House debates

Tuesday, 12 March 2013

Bills

Electoral and Referendum Amendment (Improving Electoral Administration) Bill 2012; Second Reading

5:31 pm

Photo of Daryl MelhamDaryl Melham (Banks, Australian Labor Party) Share this | Hansard source

I rise to support the bill before the House. It is a bill which arose out of the Joint Standing Committee on Electoral Matters inquiry into the 2010 federal election. A number of recommendations were made. In particular, this bill implements the government's response to recommendations three, nine, 10, 11, 15, 29 and 30 of the report. I note that recommendations 15 and 29 were unanimous recommendations of the committee. I did table earlier today a copy of the advisory report on this bill to the House. I think it is important to acknowledge—as I did in tabling that report—the role played by the member for Mackellar in the public hearings, because she quite actively pursued a particular angle which changed the views of the committee. I think the views of the committee swung around unanimously to those of the member for Mackellar.

Indeed, the committee's report has made two recommendations to the government to make changes to the bill. I will read them: On page 30, it says:

…a vote savings measure to the procedures to be followed if ballot boxes are opened prematurely. This vote savings measure should incorporate the elements proposed by the AEC to this inquiry and provide that ballot papers that have not been tampered with in any way must be reinstated to the count but otherwise excluded. This savings measure should apply at any stage of the scrutiny to a ballot box that has been unlawfully handled by any person…

Also, as the member for Mackellar pointed out, we recommended an amendment:

…explicitly stipulating that any electoral official who deliberately and unlawfully interferes with a ballot box or ballot papers be subject to the same penalty as any other person who commits this offence.

The current bill contains the earlier recommendations of the committee, which were based on submissions. But I understand that there will be some government amendments, which have been given to me as chair of the committee and, as I understand it, have been given to the shadow minister—the member for Mackellar. They will pick up the committee's unanimous recommendations in the advisory report. The important thing is that, until the member for Mackellar pursued it, the votes would have been not included in the count. I have great confidence in the Electoral Commission—I always have had.

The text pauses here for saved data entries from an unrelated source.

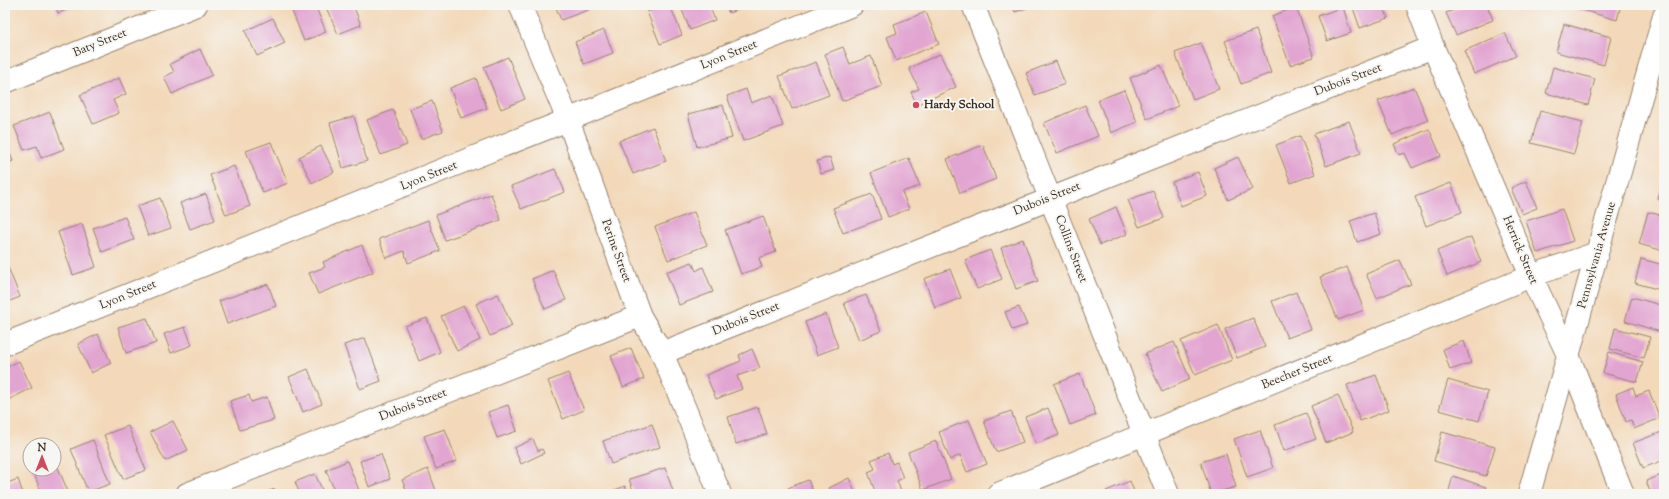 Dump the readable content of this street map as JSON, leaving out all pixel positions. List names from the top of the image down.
{
  "streets": {
    "street": [
      "Baty Street",
      "Lyon Street",
      "Dubois Street",
      "Collins Street",
      "Herrick Street",
      "Perine Street",
      "Pennsylvania Avenue",
      "Beecher Street"
    ]
  },
  "crossings": [
    ["Lyon Street", "Perine Street"],
    ["Dubois Street", "Collins Street"],
    ["Dubois Street", "Herrick Street"],
    ["Dubois Street", "Perine Street"],
    ["Collins Street", "Beecher Street"],
    ["Herrick Street", "Pennsylvania Avenue"],
    ["Herrick Street", "Beecher Street"],
    ["Pennsylvania Avenue", "Beecher Street"]
  ],
  "places": ["Hardy School"],
  "north": "top"
}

That is not to say I have a blind confidence in them. I think the robust interaction over the years between members of the committee and the commissioner has proved very worthwhile.

One of the things that the member for Mackellar pointed out in her second reading speech was that I supported her, and the committee supported her, on tabling the government's legal advice in relation to this area of votes that were excluded as a result of possible tampering or whatever. The Electoral Commission did produce the advice. That is appendix D of the report that we tabled. It is important to read parts of that advice and to see that what the Electoral Commission did was faithfully follow the legal advice that it was provided. Of that, there can be no doubt. This was advice to them of 30 August 2010. This was advice from Bridget Gilmour-Walsh, senior general counsel. But at paragraph 15, it also says:

Mr Peter Lahy, Deputy General Counsel, has read and agrees with this advice.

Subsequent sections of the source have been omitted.